From 2002 to 2008, BNPP was the primary foreign bank of the Sudanese government. During this time, Sudanese government forces and its militia called the Janjaweed were engaged in an armed conflict with rebel groups. They systematically targeted civilians belonging to the same non-Arab ethnic groups as the rebels (particularly the Masalit, Fur and Zaghawa), in Darfur and other areas. Government forces and allied militia killed, tortured, detained, forcibly displaced, raped and assaulted tens of thousands of civilians.
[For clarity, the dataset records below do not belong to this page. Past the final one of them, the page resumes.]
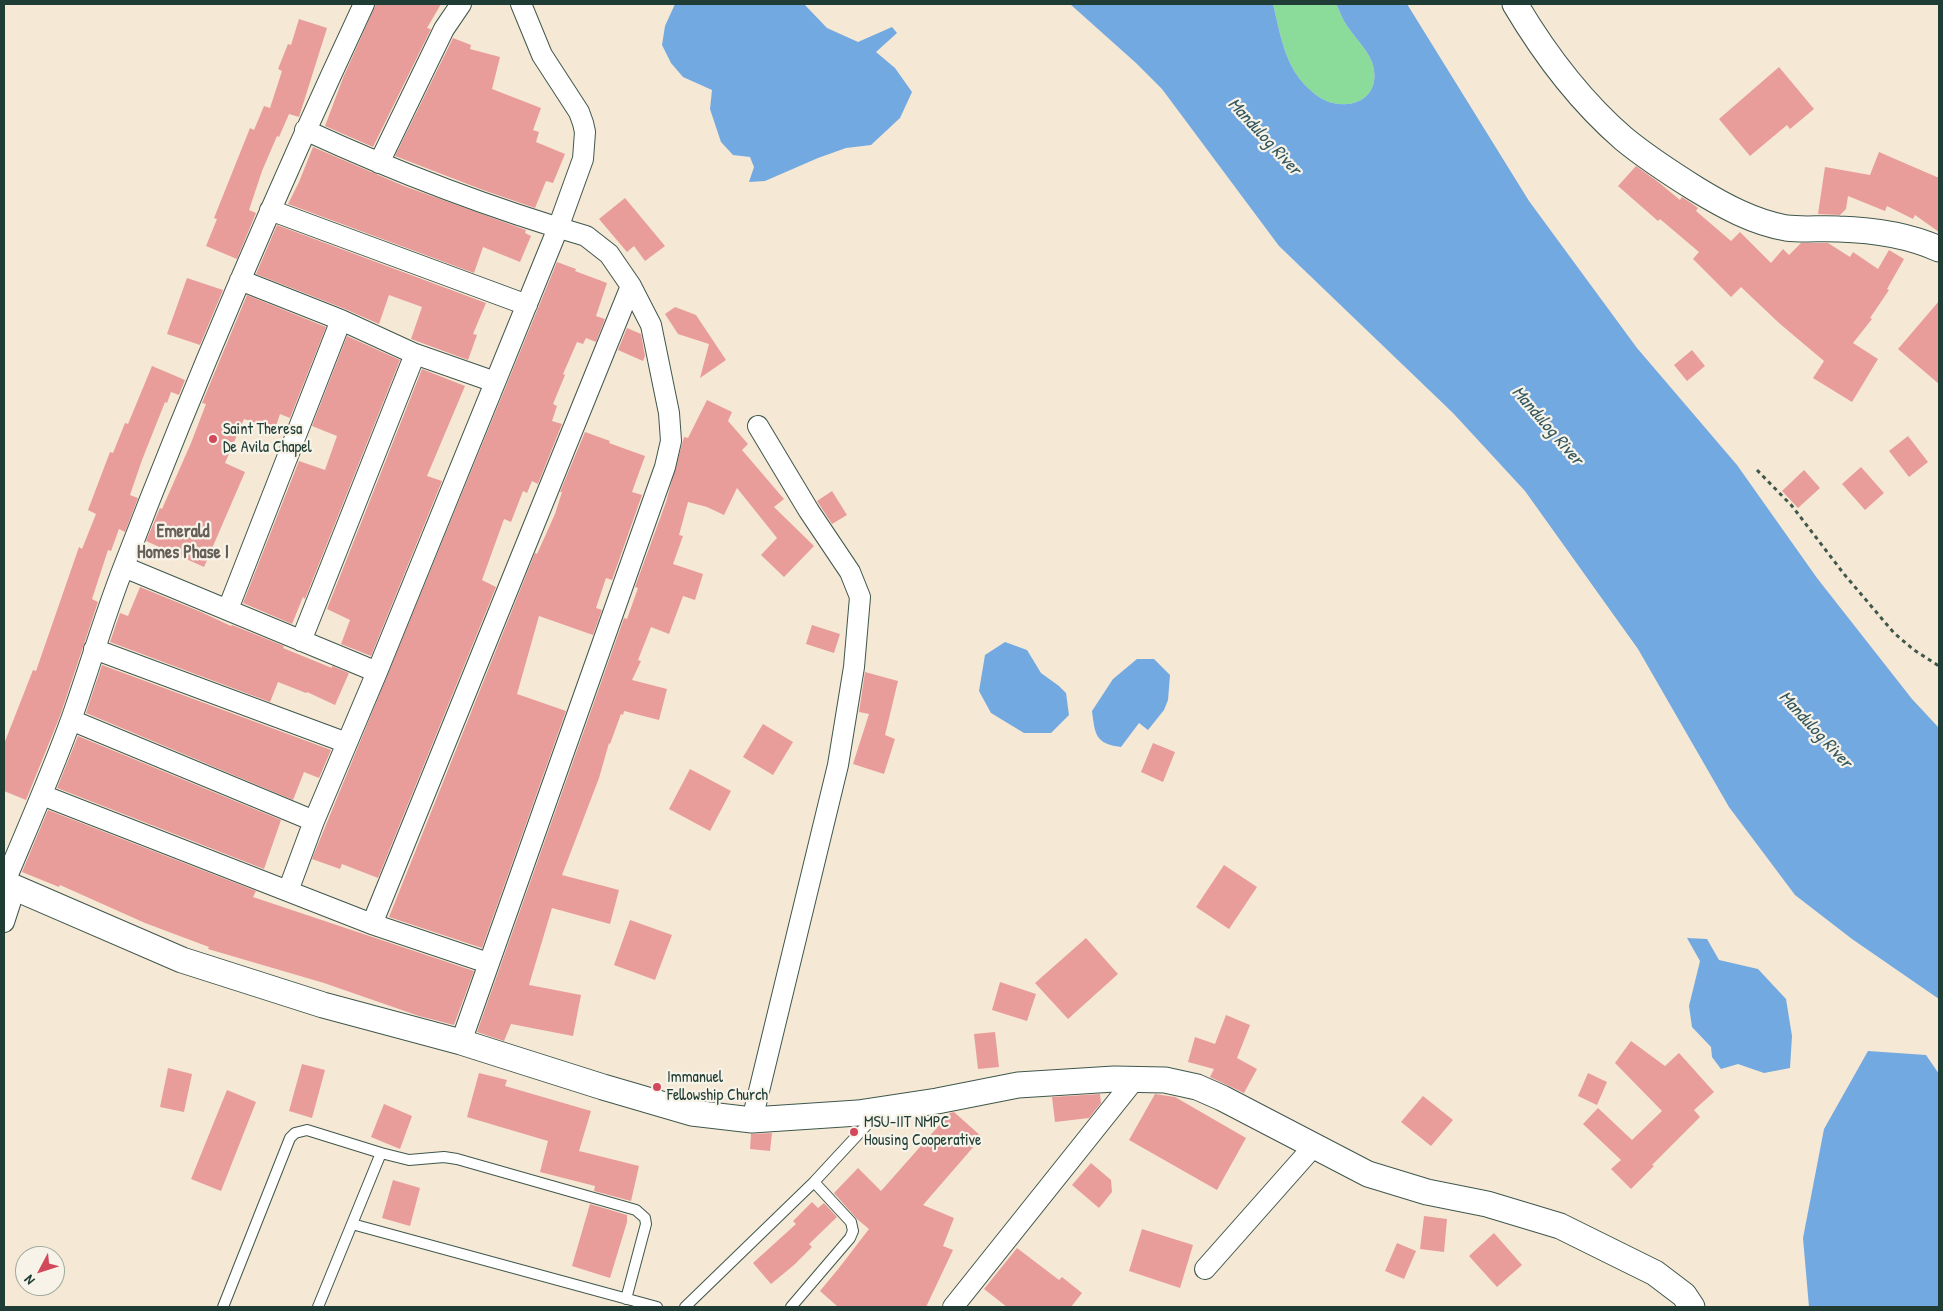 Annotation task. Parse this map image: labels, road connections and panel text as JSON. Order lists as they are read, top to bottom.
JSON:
{
  "districts": ["Emerald Homes Phase I"],
  "water": ["Mandulog River"],
  "places": ["Saint Theresa De Avila Chapel", "Immanuel Fellowship Church", "MSU-IIT NMPC Housing Cooperative"],
  "north": "bottom left"
} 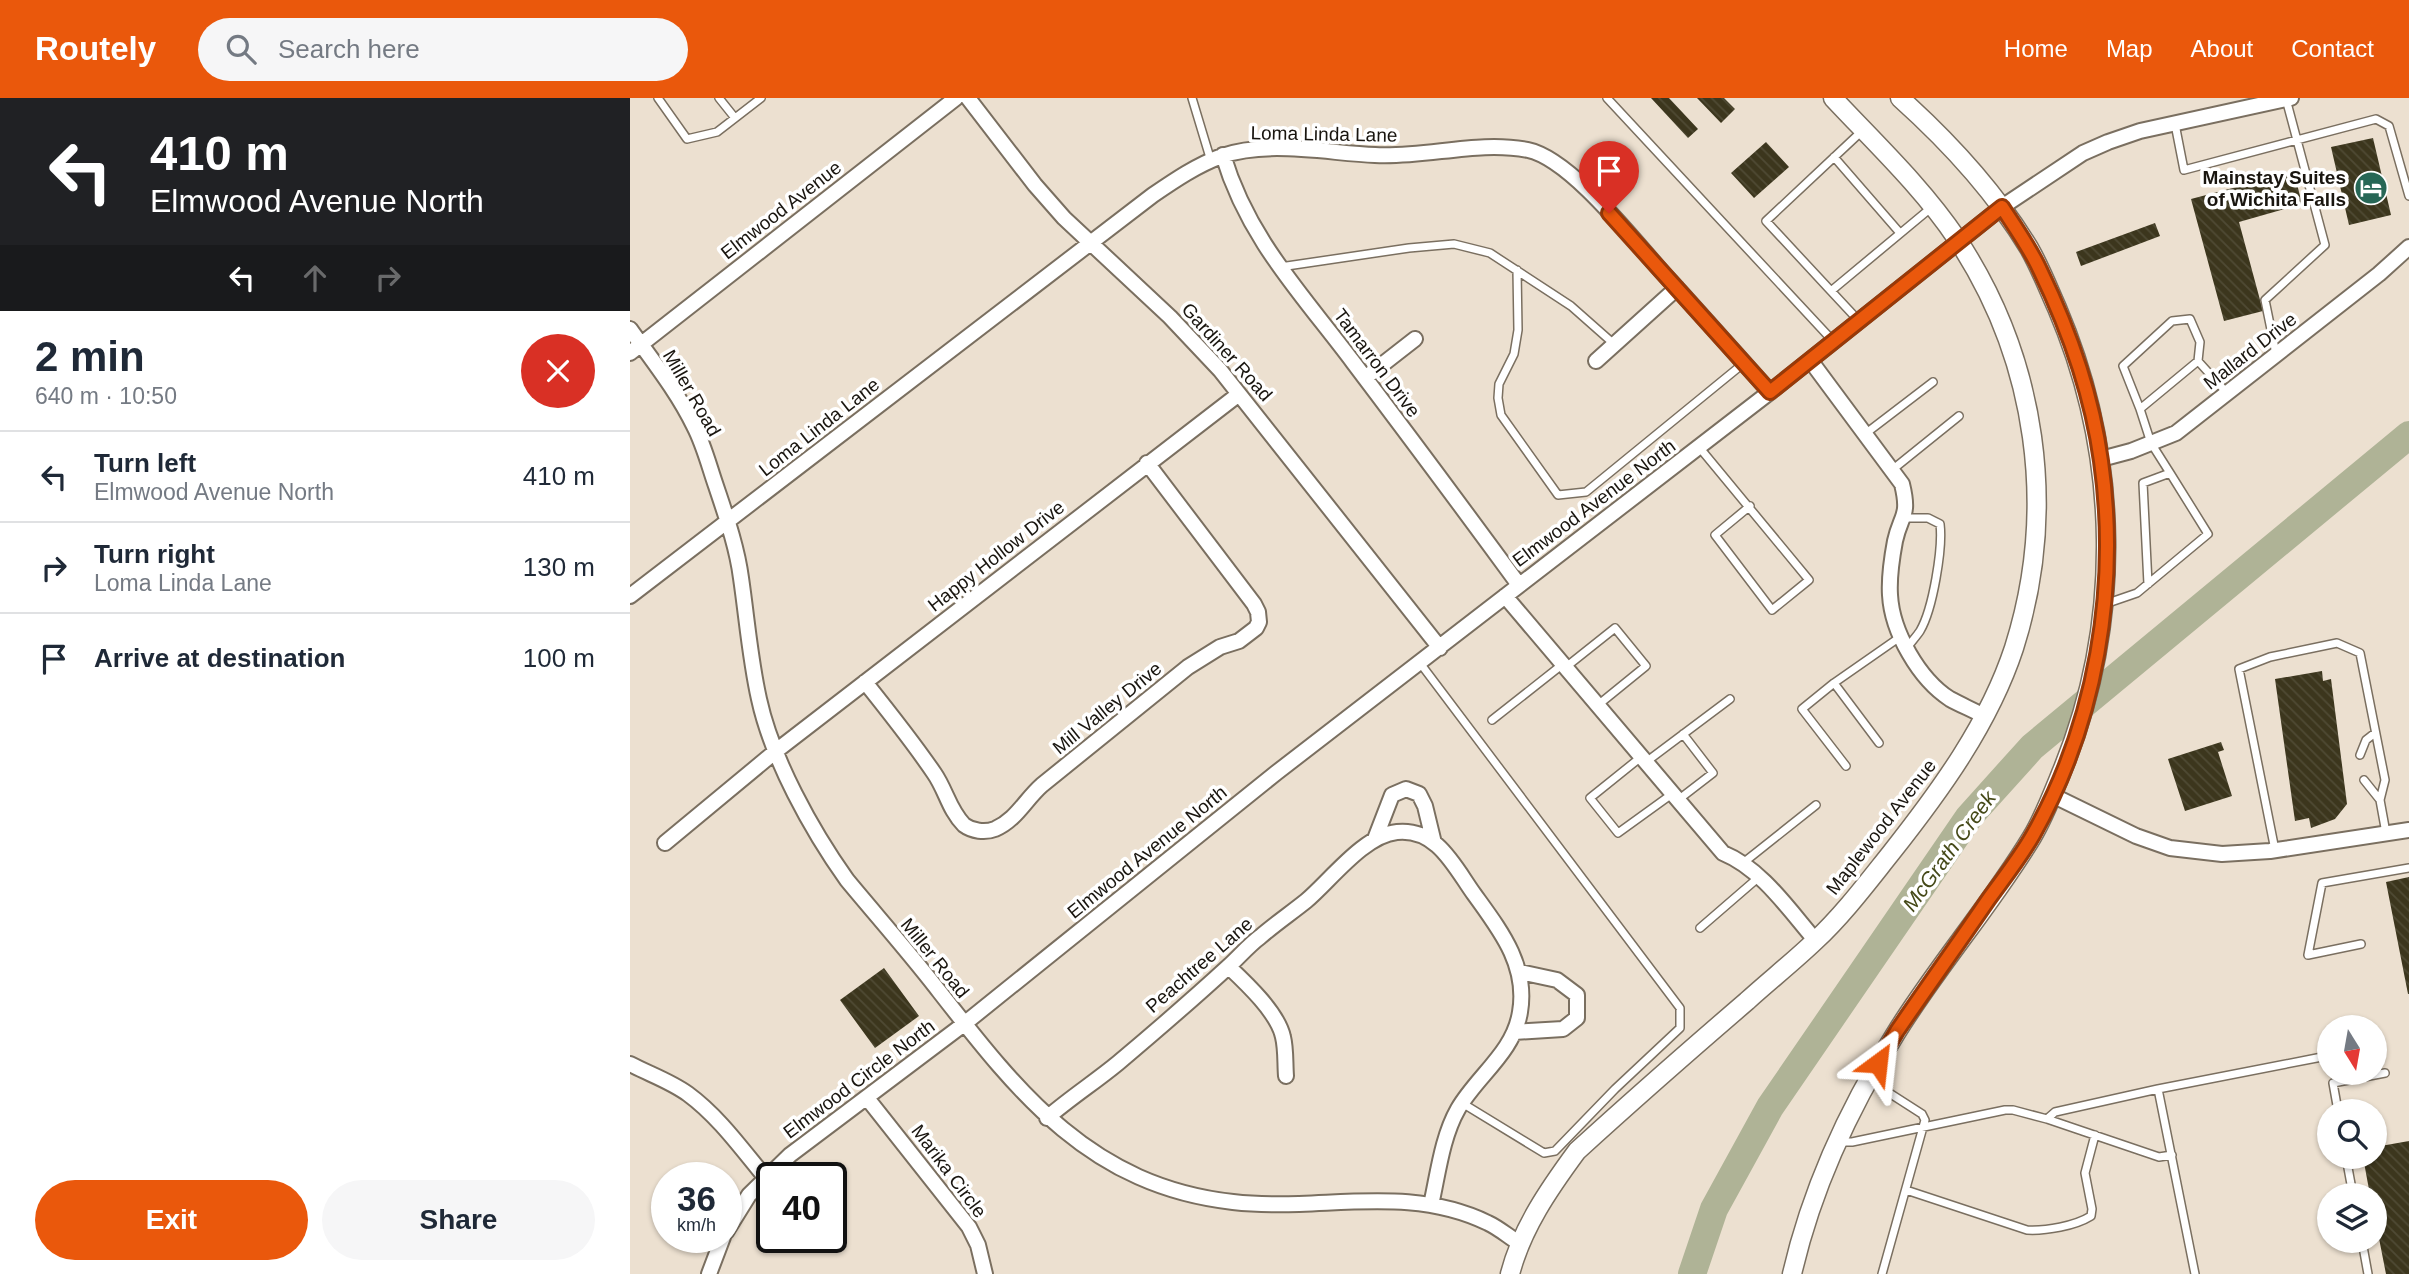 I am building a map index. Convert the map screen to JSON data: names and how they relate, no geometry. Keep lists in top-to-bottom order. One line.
{"streets":{"street":["Loma Linda Lane","Elmwood Avenue","Mallard Drive","Gardiner Road","Tamarron Drive","Miller Road","Elmwood Avenue North","Happy Hollow Drive","Mill Valley Drive","Maplewood Avenue","Peachtree Lane","Elmwood Circle North","Marika Circle"]},"crossings":[["Loma Linda Lane","Gardiner Road"],["Loma Linda Lane","Tamarron Drive"],["Loma Linda Lane","Miller Road"],["Loma Linda Lane","Elmwood Avenue North"],["Elmwood Avenue","Miller Road"],["Gardiner Road","Elmwood Avenue North"],["Gardiner Road","Happy Hollow Drive"],["Tamarron Drive","Elmwood Avenue North"],["Miller Road","Elmwood Avenue North"],["Miller Road","Happy Hollow Drive"],["Miller Road","Maplewood Avenue"],["Miller Road","Peachtree Lane"],["Miller Road","Elmwood Circle North"],["Elmwood Avenue North","Maplewood Avenue"],["Elmwood Avenue North","Elmwood Circle North"],["Happy Hollow Drive","Mill Valley Drive"],["Elmwood Circle North","Marika Circle"]],"water":["McGrath Creek"],"places":{"hotel":["Mainstay Suites of Wichita Falls"]},"north":"bottom","page":{"header":"Routely","search":"Search here","nav":["Home","Map","About","Contact"],"turn":["410 m","Elmwood Avenue North"],"heading":["2 min","640 m · 10:50"],"list":[{"name":"Turn left","note":"Elmwood Avenue North","value":"410 m"},{"name":"Turn right","note":"Loma Linda Lane","value":"130 m"},{"name":"Arrive at destination","value":"100 m"}],"speed":"36 km/h","limit":"40","buttons":["Exit","Share"]}}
These crimes, said to amount to genocide and crimes against humanity, were allegedly facilitated by BNPP through its provision of credit facilities, access to foreign financial markets and petrol exports to the Sudanese government. This alleged responsibility is compounded by the fact that Sudan was subject to sanctions from the United Nations, the European Union and individual States, increasing the government’s reliance on the services provided by BNPP.
On 26 September 2019, nine Sudanese victims, supported by the International Federation for Human Rights and Project Expedite Justice, filed a criminal complaint against BNPP before the investigative judges of the Paris Tribunal. The complaint alleges that by providing banking services to the Sudanese government while Sudan was subject to international sanctions for committing crimes against its civilians, the bank and its senior staff became complicit in these crimes.
On 26 August 2020, a judicial investigation was opened into BNPP’s alleged role in mass atrocities in Sudan before the French Anti-terrorist Prosecution Office.
In 2021, the investigative judges summoned the Sudanese victims admitted as civil parties in the case for a hearing.